I want to extract certain information from a large file using python.
I have 3 input files.
The first input file (input_file) is the data file, which is a 3-column tab-separated file that looks like this:
engineer-n imposition-n 2.82169386609e-05
motor-n imposition-n 0.000102011705117
creature-n imposition-n 0.000121321951973
bomb-n imposition-n 0.000680302090112
sedation-n oppression-n 0.000397074586994
roadblock-n oppression-n 5.96190620847e-05
liability-n oppression-n 0.012845281978
currency-n oppression-n 0.000793989880202
The second input file (colA_file) is a 1-column list, which looks like this:
bomb-n
sedation-n
roadblock-n
surrender-n
The third input file (colB_file) is also a 1-column list (idential to colA_file with different information), which looks like this:
adjective-n
homeless-n
imposition-n
oppression-n
I want to extract information from the input file that is found in both colA and colB.

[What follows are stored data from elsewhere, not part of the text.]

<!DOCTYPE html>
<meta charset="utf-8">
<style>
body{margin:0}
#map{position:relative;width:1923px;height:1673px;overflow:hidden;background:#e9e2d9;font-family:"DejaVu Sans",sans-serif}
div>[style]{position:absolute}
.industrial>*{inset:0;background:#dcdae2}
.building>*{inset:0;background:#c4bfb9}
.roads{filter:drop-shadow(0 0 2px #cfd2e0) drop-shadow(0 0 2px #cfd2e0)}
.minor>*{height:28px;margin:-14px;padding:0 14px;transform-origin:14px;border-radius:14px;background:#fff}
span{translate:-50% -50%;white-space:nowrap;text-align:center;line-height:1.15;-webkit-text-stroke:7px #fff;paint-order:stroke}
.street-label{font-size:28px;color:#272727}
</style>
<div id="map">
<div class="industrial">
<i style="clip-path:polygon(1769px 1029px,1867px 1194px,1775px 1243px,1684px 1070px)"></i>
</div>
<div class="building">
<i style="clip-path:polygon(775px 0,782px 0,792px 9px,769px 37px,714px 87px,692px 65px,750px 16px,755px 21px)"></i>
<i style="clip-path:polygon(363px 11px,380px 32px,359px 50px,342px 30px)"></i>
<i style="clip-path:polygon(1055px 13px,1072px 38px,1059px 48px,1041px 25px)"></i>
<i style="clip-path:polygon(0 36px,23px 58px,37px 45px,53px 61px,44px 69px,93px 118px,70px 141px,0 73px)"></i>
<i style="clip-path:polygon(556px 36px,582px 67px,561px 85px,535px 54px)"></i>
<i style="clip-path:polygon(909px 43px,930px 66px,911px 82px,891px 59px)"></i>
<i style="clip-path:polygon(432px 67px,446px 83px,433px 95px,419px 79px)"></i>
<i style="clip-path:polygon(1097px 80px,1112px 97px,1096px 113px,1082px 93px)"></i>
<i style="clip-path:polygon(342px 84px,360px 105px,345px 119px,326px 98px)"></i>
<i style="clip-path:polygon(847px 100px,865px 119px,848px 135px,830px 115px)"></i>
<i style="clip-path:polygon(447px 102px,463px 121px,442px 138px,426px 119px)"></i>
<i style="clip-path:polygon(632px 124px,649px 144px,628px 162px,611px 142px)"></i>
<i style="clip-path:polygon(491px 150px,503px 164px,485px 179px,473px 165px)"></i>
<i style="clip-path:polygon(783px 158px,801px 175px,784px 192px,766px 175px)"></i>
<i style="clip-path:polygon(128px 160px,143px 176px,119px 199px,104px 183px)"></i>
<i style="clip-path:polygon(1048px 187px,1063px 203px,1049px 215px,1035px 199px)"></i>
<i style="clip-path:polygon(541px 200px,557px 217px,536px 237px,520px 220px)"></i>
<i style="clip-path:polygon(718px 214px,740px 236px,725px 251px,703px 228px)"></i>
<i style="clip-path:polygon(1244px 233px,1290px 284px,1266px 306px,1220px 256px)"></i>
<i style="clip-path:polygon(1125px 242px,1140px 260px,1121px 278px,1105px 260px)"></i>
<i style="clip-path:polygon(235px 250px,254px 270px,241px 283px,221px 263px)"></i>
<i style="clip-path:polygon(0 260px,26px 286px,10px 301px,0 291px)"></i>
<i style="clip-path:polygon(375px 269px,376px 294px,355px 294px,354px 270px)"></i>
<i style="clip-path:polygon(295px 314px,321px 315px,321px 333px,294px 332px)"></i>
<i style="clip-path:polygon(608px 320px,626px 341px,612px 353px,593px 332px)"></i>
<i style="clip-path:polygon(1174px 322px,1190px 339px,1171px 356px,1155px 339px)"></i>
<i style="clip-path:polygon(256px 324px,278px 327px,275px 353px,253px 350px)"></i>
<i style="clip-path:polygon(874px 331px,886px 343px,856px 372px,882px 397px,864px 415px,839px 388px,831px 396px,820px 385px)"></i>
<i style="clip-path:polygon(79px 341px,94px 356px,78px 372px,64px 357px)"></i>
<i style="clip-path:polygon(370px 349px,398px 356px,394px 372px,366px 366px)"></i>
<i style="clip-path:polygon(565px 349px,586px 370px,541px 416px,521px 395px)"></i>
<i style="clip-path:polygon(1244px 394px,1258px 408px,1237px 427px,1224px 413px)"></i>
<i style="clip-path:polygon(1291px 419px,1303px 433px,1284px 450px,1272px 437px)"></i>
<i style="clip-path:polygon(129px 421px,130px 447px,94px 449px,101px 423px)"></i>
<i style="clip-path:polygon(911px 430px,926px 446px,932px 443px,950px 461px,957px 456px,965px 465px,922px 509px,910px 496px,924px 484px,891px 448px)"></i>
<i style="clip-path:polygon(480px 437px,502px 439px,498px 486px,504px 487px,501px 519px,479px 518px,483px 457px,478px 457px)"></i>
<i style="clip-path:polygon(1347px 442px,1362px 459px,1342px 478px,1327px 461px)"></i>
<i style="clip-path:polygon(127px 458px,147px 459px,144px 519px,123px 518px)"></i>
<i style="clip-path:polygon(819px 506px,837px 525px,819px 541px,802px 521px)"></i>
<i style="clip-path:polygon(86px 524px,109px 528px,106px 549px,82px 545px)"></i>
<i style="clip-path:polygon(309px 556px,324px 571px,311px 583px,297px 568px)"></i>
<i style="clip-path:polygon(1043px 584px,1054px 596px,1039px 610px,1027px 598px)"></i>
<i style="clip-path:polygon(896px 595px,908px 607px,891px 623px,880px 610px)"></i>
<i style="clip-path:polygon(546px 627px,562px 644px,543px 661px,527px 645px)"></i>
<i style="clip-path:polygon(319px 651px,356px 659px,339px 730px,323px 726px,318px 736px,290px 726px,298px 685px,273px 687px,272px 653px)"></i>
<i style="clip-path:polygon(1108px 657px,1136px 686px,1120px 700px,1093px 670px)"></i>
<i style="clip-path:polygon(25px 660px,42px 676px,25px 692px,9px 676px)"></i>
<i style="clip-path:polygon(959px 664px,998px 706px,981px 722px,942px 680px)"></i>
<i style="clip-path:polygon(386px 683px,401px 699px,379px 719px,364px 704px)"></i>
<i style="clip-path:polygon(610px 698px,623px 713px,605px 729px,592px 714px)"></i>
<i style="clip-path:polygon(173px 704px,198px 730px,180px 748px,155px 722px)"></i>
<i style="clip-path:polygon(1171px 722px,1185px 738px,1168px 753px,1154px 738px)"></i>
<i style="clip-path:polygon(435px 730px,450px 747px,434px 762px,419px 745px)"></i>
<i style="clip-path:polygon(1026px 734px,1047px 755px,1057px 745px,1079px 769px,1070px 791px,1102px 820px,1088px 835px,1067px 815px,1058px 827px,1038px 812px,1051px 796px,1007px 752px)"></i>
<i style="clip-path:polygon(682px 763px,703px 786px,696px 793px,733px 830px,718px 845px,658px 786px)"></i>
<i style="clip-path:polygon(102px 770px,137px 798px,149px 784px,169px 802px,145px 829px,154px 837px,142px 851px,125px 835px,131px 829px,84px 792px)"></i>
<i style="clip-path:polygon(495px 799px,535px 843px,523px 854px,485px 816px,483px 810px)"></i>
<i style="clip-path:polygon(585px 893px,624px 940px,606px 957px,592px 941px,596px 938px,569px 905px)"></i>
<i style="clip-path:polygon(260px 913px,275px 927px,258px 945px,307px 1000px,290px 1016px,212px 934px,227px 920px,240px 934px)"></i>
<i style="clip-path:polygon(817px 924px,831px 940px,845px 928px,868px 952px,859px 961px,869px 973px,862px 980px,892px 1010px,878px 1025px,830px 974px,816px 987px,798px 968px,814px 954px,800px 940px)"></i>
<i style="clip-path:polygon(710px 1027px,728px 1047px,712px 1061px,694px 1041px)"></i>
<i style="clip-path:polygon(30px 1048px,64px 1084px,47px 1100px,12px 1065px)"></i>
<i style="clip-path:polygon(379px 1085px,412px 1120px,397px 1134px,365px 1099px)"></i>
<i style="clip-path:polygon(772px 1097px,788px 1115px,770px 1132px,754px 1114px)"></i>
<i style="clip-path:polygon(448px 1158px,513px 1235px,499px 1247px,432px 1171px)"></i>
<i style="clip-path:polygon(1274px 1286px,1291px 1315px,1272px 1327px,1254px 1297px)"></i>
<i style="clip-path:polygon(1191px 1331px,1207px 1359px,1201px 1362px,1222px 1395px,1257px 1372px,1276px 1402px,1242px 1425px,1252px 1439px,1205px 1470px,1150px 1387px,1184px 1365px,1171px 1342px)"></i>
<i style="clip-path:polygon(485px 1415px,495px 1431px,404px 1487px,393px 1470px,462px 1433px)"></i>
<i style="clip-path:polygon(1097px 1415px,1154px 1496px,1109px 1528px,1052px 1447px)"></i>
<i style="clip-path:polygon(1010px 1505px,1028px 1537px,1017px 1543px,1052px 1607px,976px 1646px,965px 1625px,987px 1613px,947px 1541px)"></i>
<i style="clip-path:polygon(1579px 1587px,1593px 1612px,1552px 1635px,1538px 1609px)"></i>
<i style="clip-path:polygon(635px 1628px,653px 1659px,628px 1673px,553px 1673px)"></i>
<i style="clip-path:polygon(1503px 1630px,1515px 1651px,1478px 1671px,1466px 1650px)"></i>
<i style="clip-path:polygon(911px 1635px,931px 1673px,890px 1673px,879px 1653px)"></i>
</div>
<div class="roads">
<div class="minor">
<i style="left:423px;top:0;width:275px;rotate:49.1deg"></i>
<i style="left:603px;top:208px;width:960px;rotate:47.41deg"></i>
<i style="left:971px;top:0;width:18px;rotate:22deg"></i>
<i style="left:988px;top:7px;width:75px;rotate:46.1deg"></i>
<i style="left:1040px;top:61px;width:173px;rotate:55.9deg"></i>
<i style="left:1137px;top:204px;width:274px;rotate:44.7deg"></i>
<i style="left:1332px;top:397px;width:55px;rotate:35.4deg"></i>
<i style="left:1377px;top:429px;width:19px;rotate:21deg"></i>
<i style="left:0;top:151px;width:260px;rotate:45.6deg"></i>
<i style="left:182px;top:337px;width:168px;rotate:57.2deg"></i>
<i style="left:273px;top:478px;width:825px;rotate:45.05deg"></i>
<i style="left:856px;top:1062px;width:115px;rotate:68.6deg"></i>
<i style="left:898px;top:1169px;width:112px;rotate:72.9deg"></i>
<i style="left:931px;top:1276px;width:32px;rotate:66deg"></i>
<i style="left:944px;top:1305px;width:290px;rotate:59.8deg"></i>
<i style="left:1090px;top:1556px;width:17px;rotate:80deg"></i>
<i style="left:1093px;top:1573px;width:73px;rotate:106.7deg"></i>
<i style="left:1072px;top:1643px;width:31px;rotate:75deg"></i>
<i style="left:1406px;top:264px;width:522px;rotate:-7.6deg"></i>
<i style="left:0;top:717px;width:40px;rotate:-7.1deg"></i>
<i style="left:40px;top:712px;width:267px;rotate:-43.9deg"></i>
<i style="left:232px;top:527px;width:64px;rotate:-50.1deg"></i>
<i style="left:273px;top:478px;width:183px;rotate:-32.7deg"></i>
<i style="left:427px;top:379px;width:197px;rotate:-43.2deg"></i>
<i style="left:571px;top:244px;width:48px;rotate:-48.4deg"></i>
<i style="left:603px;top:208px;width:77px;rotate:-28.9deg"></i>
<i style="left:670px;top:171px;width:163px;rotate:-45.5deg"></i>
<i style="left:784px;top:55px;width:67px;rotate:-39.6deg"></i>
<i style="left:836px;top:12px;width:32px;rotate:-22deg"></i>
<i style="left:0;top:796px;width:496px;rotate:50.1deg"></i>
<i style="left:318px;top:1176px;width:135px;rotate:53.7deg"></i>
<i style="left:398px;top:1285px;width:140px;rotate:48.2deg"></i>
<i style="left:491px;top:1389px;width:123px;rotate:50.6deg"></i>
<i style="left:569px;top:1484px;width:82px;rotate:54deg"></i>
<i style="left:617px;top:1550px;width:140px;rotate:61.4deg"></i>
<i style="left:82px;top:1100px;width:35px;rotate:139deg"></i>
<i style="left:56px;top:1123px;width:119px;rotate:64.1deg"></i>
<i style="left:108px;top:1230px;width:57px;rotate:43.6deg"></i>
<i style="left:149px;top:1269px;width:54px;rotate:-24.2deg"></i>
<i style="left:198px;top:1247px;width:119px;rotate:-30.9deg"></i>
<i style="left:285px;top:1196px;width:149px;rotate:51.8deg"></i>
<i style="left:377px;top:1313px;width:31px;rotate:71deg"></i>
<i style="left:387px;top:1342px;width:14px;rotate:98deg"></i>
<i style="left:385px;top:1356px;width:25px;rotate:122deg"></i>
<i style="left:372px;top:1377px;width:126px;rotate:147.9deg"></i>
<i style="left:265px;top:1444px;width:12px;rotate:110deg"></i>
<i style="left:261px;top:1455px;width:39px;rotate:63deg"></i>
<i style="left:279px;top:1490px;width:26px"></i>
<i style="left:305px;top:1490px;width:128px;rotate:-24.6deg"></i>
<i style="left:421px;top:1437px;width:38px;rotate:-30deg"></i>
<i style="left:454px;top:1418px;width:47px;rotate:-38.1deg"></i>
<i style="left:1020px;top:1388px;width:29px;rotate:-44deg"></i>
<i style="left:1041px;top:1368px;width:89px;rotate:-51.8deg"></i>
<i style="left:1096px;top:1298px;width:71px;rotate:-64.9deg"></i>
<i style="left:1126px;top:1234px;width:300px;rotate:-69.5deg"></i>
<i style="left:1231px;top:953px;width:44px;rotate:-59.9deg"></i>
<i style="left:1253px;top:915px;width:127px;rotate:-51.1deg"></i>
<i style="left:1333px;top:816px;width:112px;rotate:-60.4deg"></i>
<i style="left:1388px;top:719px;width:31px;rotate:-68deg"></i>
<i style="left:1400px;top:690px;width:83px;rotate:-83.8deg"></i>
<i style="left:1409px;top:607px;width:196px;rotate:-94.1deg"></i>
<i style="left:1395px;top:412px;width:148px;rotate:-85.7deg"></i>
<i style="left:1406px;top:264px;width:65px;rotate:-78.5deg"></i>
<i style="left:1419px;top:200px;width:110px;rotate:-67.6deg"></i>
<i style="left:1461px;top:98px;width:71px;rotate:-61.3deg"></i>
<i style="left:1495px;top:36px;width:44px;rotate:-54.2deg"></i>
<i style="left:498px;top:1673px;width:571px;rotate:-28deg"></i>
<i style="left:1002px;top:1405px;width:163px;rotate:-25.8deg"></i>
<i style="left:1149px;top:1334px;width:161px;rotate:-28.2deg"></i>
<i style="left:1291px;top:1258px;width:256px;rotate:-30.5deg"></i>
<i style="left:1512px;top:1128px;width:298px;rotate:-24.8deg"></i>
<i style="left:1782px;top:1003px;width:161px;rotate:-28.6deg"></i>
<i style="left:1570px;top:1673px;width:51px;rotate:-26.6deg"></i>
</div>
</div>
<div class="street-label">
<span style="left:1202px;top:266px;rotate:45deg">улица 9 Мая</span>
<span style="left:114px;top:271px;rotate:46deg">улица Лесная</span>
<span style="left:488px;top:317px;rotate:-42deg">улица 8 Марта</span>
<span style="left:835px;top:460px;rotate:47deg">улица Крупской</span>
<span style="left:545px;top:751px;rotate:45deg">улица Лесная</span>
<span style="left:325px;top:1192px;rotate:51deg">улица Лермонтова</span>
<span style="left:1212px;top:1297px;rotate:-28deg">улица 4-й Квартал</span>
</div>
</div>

With the example data that I have provided, this would mean filtering all of the information except for the following lines:
bomb-n imposition-n 0.000680302090112
sedation-n oppression-n 0.000397074586994
roadblock-n oppression-n 5.96190620847e-05
I have written the following code in Python to solve this task:
def test_fnc(input_file, colA_file, colB_file, output_file):
nounA = []
with open(colA_file, "rb") as opened_colA:
for aLine in opened_colA:
nounA.append(aLine.strip())
#print nounA
nounB = []
with open(colB_file, "rb") as opened_colB:
for bLine in opened_colB:
nounB.append(bLine.strip())
#print nounB
with open(output_file, "wb") as outfile:
with open(input_file, "rb") as opened_input:
for cLine in opened_input:
splitted_cLine = cLine.split()
#print splitted_cLine
if splitted_cLine[0] in nounA and splitted_cLine[1] in nounB:
outstring = "\t".join(splitted_cLine)
outfile.write(outstring + "\n")
test_fnc(input_file, colA_file, colB_file, output_file)
However, it only outputs 1-line, as if it is not iterating over the list inputs provided.
It also seems that my lists are being appended upon each other, starting with one item and incrementing itself with each appended item.
Thus, I have also tried to reference the lists as follows:
for bLine in opened_colB:
nounB = bLine
with the same result as above.